> EXERCISE GOAL: Your answer should be every line of the entries that has the string "they" in it.
%%
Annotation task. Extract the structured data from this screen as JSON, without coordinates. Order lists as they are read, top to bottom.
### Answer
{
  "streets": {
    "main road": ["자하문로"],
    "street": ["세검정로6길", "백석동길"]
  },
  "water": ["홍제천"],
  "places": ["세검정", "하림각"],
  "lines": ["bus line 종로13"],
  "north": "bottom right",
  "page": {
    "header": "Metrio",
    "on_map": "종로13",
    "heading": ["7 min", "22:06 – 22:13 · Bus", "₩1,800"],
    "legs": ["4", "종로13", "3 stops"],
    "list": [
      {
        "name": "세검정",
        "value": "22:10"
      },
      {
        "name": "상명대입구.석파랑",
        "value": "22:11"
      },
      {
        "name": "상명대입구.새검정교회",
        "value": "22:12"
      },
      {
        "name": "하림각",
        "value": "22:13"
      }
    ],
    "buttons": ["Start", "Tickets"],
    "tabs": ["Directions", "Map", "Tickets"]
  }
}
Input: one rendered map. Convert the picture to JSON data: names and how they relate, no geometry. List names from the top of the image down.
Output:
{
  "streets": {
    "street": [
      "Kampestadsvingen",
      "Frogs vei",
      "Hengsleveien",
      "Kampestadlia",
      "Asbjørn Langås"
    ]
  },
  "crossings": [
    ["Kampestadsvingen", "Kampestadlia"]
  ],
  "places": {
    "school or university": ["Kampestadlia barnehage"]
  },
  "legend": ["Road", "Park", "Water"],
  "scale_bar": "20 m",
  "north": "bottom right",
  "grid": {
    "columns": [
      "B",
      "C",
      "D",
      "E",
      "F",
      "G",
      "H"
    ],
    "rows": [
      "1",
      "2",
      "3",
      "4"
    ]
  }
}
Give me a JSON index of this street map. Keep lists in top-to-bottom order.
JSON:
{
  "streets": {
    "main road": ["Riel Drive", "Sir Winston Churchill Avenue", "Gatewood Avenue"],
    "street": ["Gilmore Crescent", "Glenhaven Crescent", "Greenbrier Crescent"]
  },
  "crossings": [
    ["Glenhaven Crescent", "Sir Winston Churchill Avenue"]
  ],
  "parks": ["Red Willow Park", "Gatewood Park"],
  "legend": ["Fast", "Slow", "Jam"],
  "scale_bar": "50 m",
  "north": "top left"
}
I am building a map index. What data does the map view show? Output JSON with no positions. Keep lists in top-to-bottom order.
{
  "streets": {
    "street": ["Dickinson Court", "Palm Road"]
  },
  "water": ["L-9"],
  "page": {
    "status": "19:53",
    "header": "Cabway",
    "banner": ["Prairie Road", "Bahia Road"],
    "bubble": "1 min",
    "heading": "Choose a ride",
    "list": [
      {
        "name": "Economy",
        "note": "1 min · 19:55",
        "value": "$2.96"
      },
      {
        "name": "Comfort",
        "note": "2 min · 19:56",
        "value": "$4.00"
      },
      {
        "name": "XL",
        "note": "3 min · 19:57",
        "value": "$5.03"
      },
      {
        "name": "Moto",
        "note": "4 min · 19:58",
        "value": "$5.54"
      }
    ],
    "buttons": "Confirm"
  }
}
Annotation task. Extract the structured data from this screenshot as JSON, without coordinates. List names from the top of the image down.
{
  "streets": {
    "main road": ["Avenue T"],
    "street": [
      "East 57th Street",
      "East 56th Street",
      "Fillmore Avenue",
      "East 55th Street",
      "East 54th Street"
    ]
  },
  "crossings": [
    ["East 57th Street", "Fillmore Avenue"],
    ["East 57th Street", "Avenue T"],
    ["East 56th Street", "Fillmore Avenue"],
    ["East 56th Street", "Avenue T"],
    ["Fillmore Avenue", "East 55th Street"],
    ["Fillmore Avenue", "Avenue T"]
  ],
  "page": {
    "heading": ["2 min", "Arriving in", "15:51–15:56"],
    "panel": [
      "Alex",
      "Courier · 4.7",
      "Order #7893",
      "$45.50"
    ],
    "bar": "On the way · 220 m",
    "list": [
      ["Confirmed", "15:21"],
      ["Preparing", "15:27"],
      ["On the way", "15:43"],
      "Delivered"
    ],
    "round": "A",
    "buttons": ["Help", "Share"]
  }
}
%%
> RESULT OF THIS EXERCISE:
Annotation task. Extract the structured data from this screen as JSON, without coordinates. Order lists as they are read, top to bottom.
Input: one rendered map. Convert the picture to JSON data: names and how they relate, no geometry. List names from the top of the image down.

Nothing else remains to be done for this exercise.